Chapter 6. Analytics

It is important to understand that the analytics workload has characteristics that are different from normal reads and writes in Cassandra. In most cases, MapReduce jobs will have to read all or most of the data from Cassandra to run the analytics on it. Mixing the analytics workload and normal reads can cause poor performance on the regular read operations in the system. It will cause filesystem caches and other Cassandra caches to be trashed by the analytics workload. Hence, most users separate different workloads into different physical clusters, allowing the normal reads to be optimized by Cassandra.

It is important to note that this scenario is true not only for Cassandra, but for any other real-time data storage solution available in the market. There are a lot of analytics products the community supports; we will just cover a few of them in this chapter.

Hadoop integration

Cassandra out of the box supports Hadoop, Hive, and Pig to run analytics jobs on top of existing data in Cassandra.

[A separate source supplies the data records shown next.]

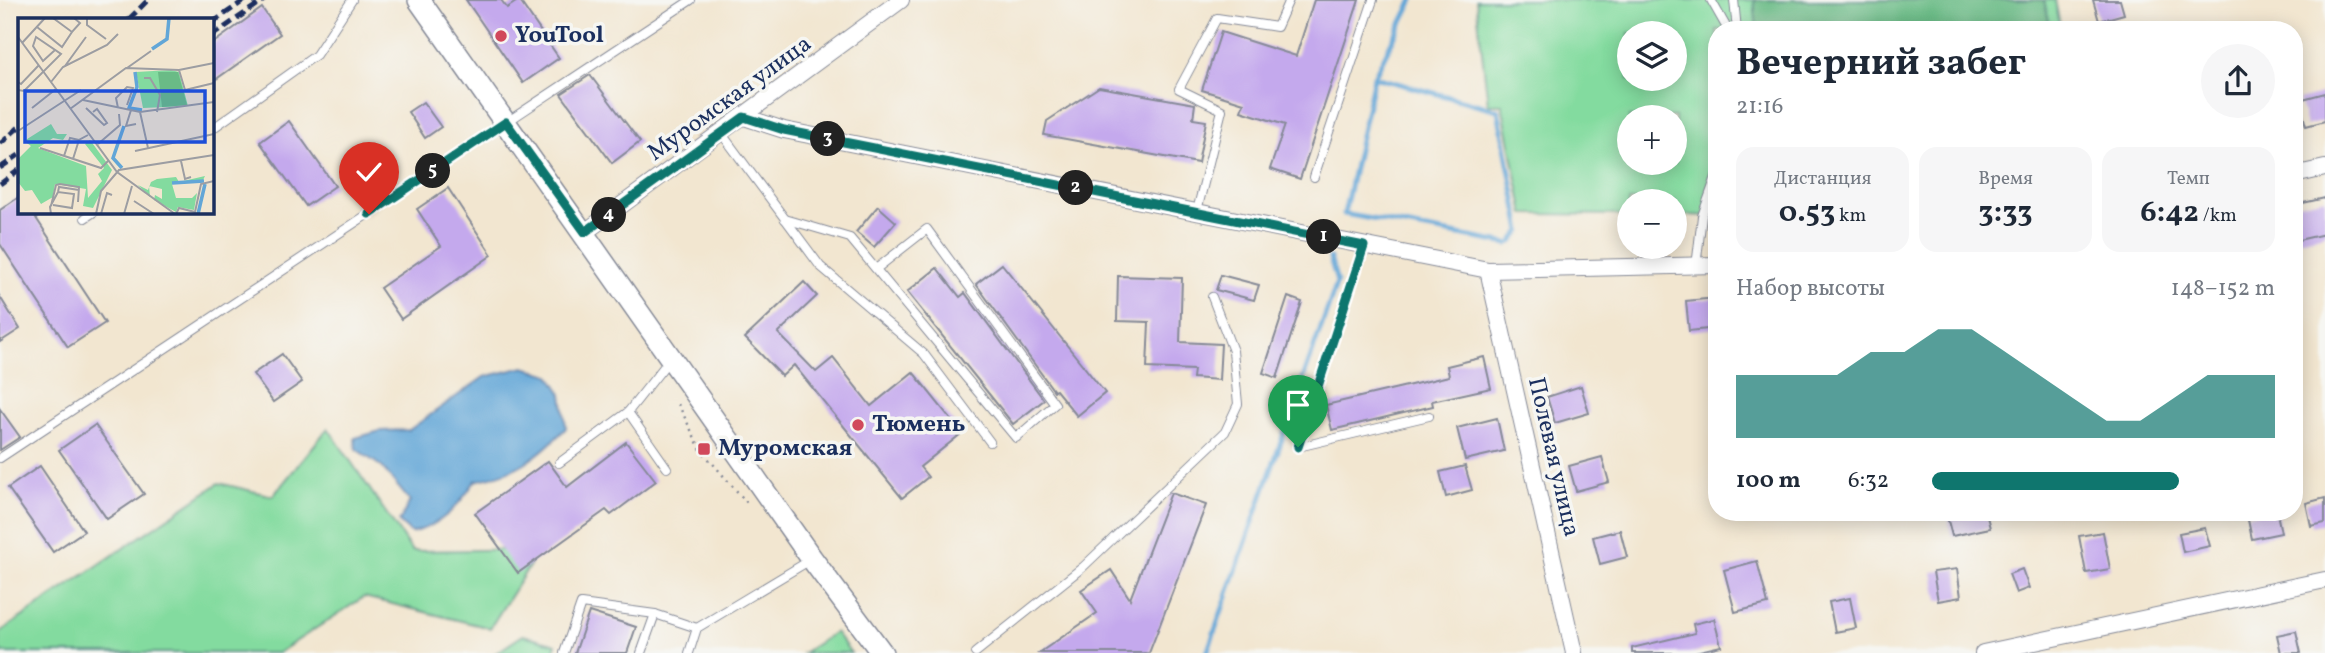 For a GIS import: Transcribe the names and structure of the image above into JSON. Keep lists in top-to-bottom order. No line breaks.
{"streets":{"street":["Муромская улица","Полевая улица"]},"places":{"other":["YouTool","Тюмень"],"transit":["Муромская"]},"page":{"map_buttons":["+","−"],"heading":["Вечерний забег","21:16"],"pins":["3","5","2","4","1"],"stats":[["Дистанция","0.53 km"],["Время","3:33"],["Темп","6:42 /km"]],"chart":["Набор высоты","148–152 m"],"list":[{"name":"100 m","note":"6:32"}]}} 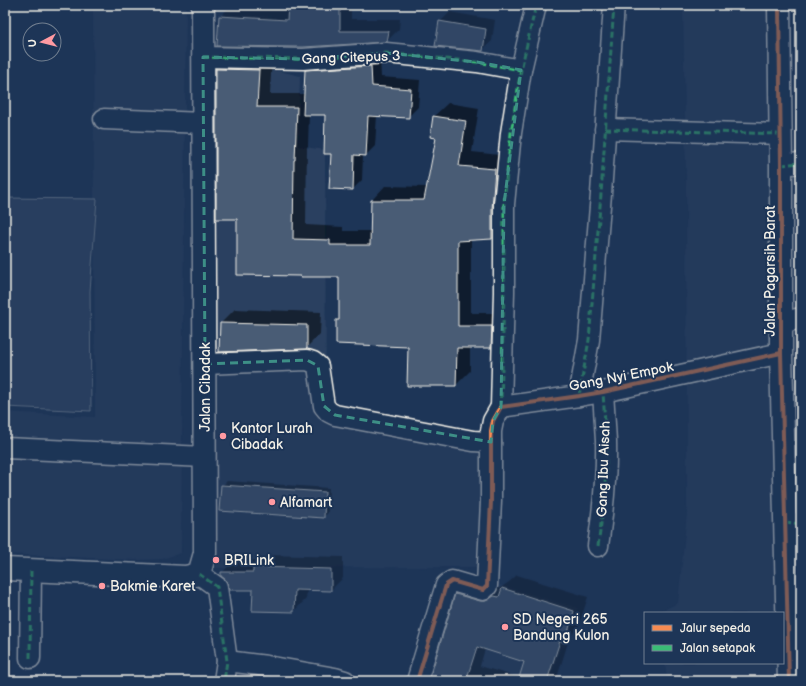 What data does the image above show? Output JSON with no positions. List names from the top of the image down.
{
  "streets": {
    "main road": ["Jalan Pagarsih Barat", "Jalan Cibadak"],
    "street": ["Gang Citepus 3", "Gang Nyi Empok", "Gang Ibu Aisah"]
  },
  "crossings": [
    ["Gang Citepus 3", "Jalan Cibadak"],
    ["Jalan Pagarsih Barat", "Gang Nyi Empok"],
    ["Gang Nyi Empok", "Gang Ibu Aisah"]
  ],
  "places": [
    "Kantor Lurah Cibadak",
    "Alfamart",
    "BRILink",
    "Bakmie Karet",
    "SD Negeri 265 Bandung Kulon"
  ],
  "legend": ["Jalur sepeda", "Jalan setapak"],
  "north": "left"
} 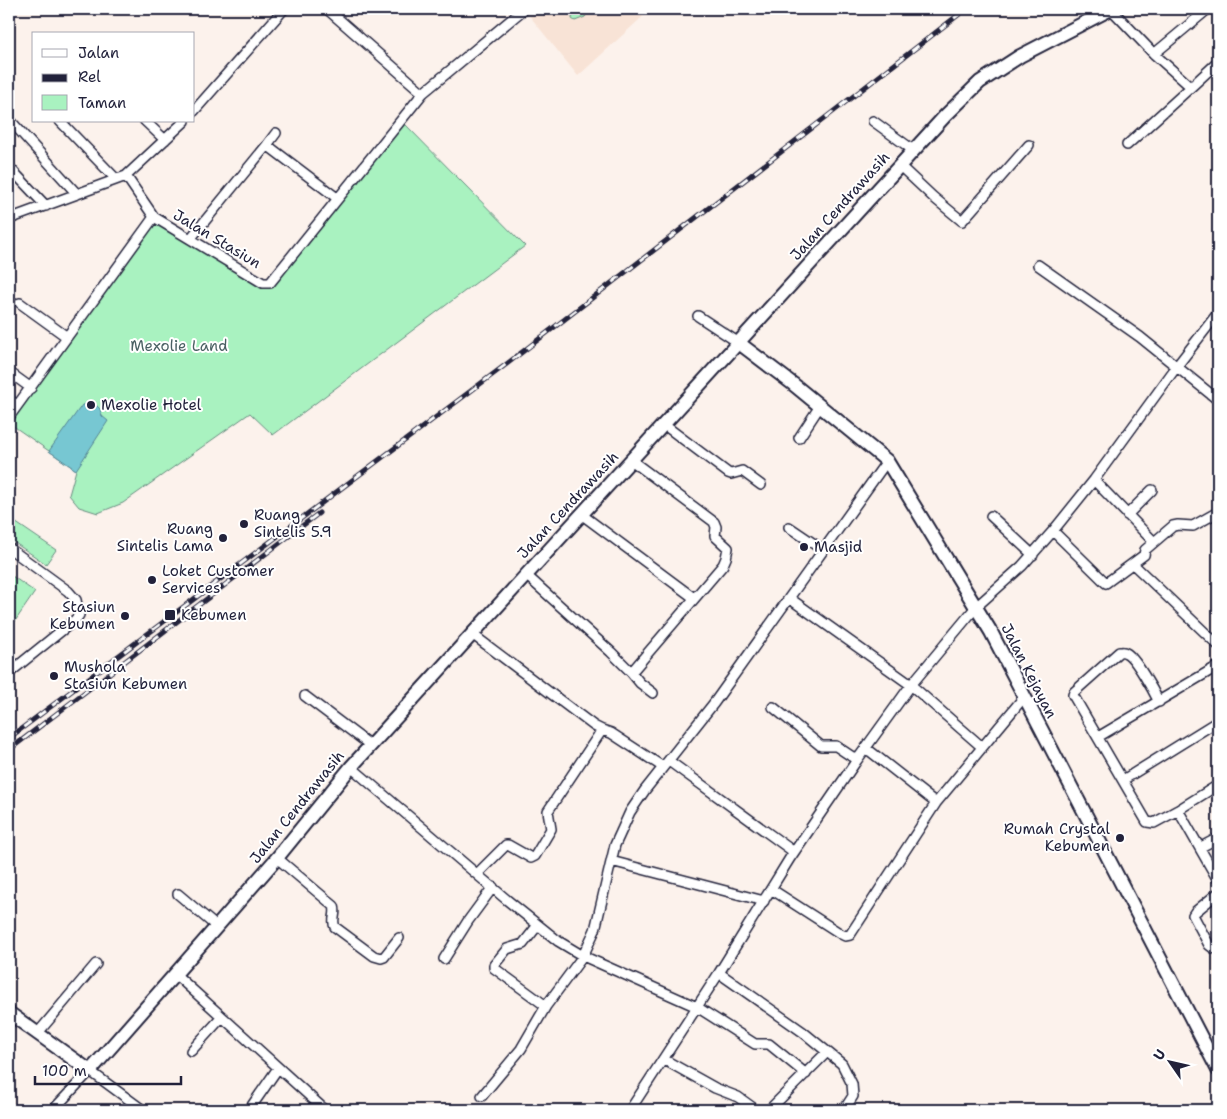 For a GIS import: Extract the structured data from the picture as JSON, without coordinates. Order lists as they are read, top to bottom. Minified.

Configuring Hadoop with Cassandra

There are multiple ways to configure Hadoop to work with Cassandra. It's best to run the Hadoop cluster on the same server as Cassandra nodes, which goes with the idea of moving the computation to the data than moving the data to the computation. Database vendors such as DataStax provide a Hadoop distribution, which allows us to run Hadoop on the same box as Cassandra, removing the need for HDFS storage for intermediate data and metadata for the jobs.

Alternatively, you want to have a separate server for your NameNode and JobTracker and install a Hadoop TaskTracker and DataNode on each of your Cassandra nodes, allowing the JobTracker to assign tasks to the Cassandra nodes that contain data for those tasks. You also need HDFS installed on different drives or nodes to allow Hadoop to use the distributed filesystem for copying dependency jars, static data, and intermediate results for job execution. This method allows users to run the analytics near the data instead of transferring the data across the network, but it is worth noting that this might be a bad idea in some cases since the resources are shared.

Users might also want to disable dynamic snitch while trying to do local reads on the analytics nodes; this will force Cassandra to read locally instead of fetching the data from the neighbors when the score fluctuates on the basis of latencies. You also need to configure HADOOP_CLASSPATH in <hadoop_home>/conf/hadoop-env.sh to include the Cassandra lib libraries.

Virtual datacenter

You can configure the virtual datacenter (just like a multi-DC setup, but it's not physically separated) in Cassandra to separate the analytics workload from the real-time web serving (or similar) traffic; before changing any of the settings, make sure that all the keyspaces use NetworkToplogyStrategy (NTS) and the required replication factor is already selected. (Please see the previous chapters for choosing the replication factor and configuring the keyspaces.)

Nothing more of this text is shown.